Good management is not linear. Like the imagination, it is fluid,
flexible and creative. While I found no set rules to becoming a good
manager, I did discover seven principles that helped me grow into
management.
Good managers know themselves. Good managers know their strengths
and weaknesses, and they understand their management styles.
A clue to identifying our management styles can be found by examining
our relationships with our parents. Once I looked at my relationship
with my father, I discovered why my employees were unhappy. I had
adopted his impersonal, authoritarian style.
Good managers share themselves, as well as
their knowledge. When
I train executives in presentation skills, I encourage them to be
themselves. The best presenters are those who share their souls with
their audiences, and good managers are no different.
Sharing our souls does not mean becoming close intimate friends
with those we manage. It does mean, however, allowing employees access
to our lives. Employees want to know their managers as people, too.
Share yourself, but don't share your moods. Employees crave consistency
and calm from managers, especially in crises.
At no time do managers show their true colors more than in crisis.
I ran red. Adrenaline surged through my blood when faced with crisis.
While I was super-productive, I put the office in a hyper-frenzy.

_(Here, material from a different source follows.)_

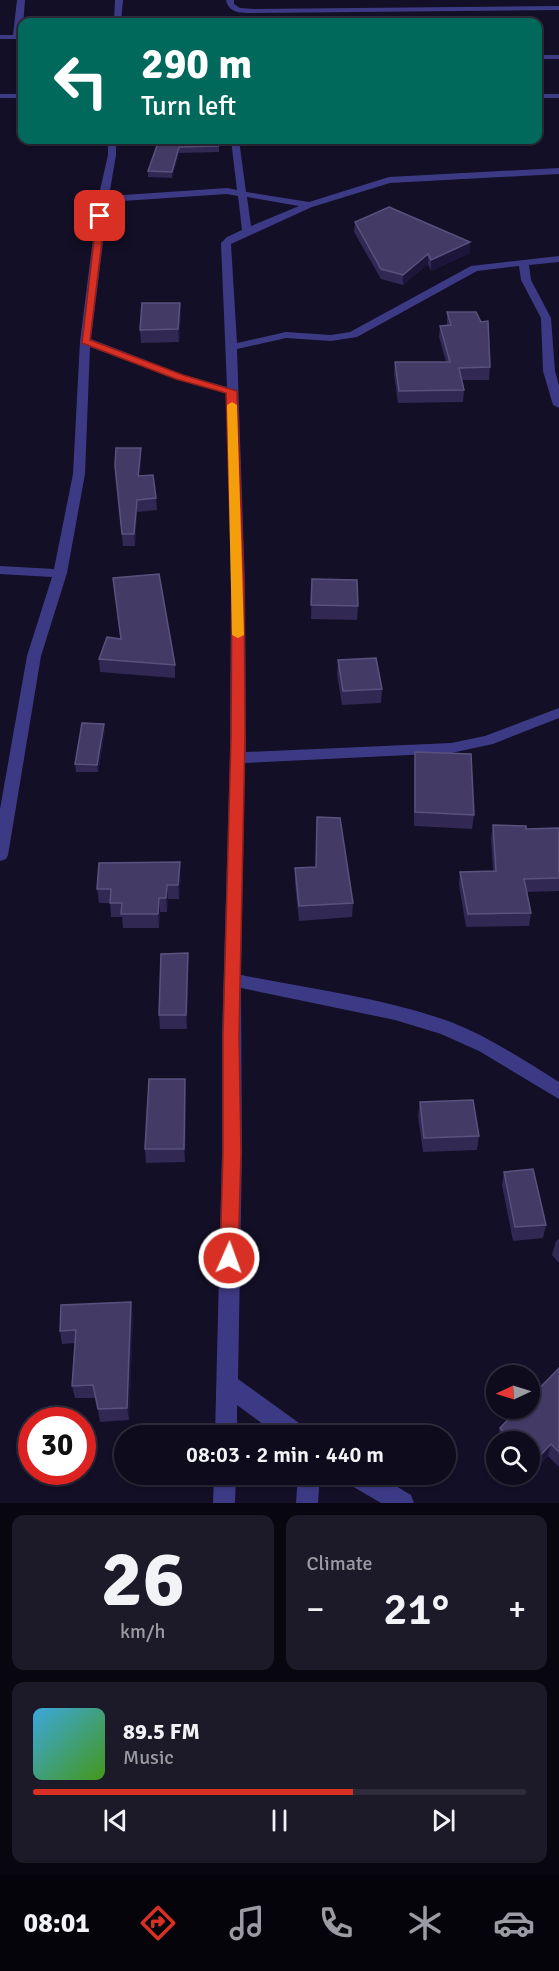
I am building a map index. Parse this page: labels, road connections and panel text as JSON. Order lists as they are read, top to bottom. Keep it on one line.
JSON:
{"north":"left","page":{"turn":["290 m","Turn left"],"limit":"30","trip":"08:03 · 2 min · 440 m","tile":[["26","km/h"],"Climate"],"heat":["−","21°","+"],"song":["89.5 FM","Music"],"tabs":"08:01"}}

By staying grounded, I could get as much done without electrifying
the office.
Good management is servant leadership. At its simplest, servant
leadership recognizes great leaders are humble servants. Servant
leaders manage from the soul and not the ego.

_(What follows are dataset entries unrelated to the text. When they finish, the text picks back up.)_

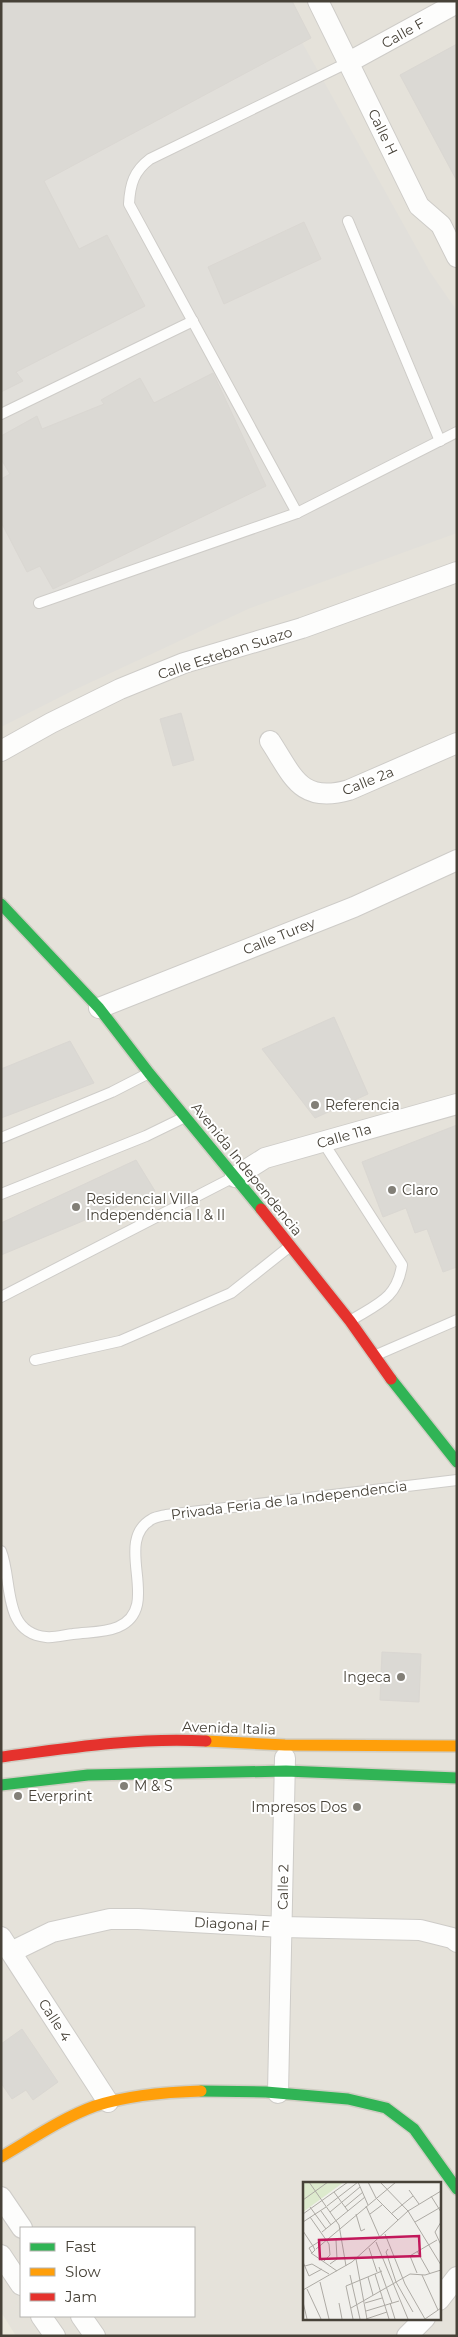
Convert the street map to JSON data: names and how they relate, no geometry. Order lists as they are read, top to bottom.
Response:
{
  "streets": {
    "street": [
      "Calle F",
      "Calle H",
      "Calle Esteban Suazo",
      "Calle 2a",
      "Calle Turey",
      "Calle 11a",
      "Avenida Independencia",
      "Avenida Italia",
      "Calle 2",
      "Diagonal F",
      "Calle 4"
    ],
    "lane": ["Privada Feria de la Independencia"]
  },
  "crossings": [
    ["Calle F", "Calle H"],
    ["Calle Turey", "Avenida Independencia"],
    ["Calle 11a", "Avenida Independencia"],
    ["Avenida Italia", "Calle 2"],
    ["Calle 2", "Diagonal F"],
    ["Diagonal F", "Calle 4"]
  ],
  "places": [
    "Referencia",
    "Claro",
    "Residencial Villa Independencia I & II",
    "Ingeca",
    "M & S",
    "Everprint",
    "Impresos Dos"
  ],
  "legend": ["Fast", "Slow", "Jam"]
}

My job was not to do the job, but to get the job done right and
that meant ensuring my people had the tools, training, encouragement
and trust they needed. By serving them, I met my goals.
Good managers manage the whole person. I used to look on my employees
as machines, seeing them only as a means to get the job done instead
of the people they were. When I began to look at the whole person,
I began to become a good manager.
Being a good manager doesn't mean liking every employee. While I
have not liked every person I have managed, I have cared about each
one.
As managers, it is important to recognize we cannot separate our
employees' work lives from their personal ones any more than we can
separate our own.
I also learned how to utilize employees' strengths and support their
weaknesses. No employee has it all. Our job as managers is to create
personalized environments for employees in which they can thrive.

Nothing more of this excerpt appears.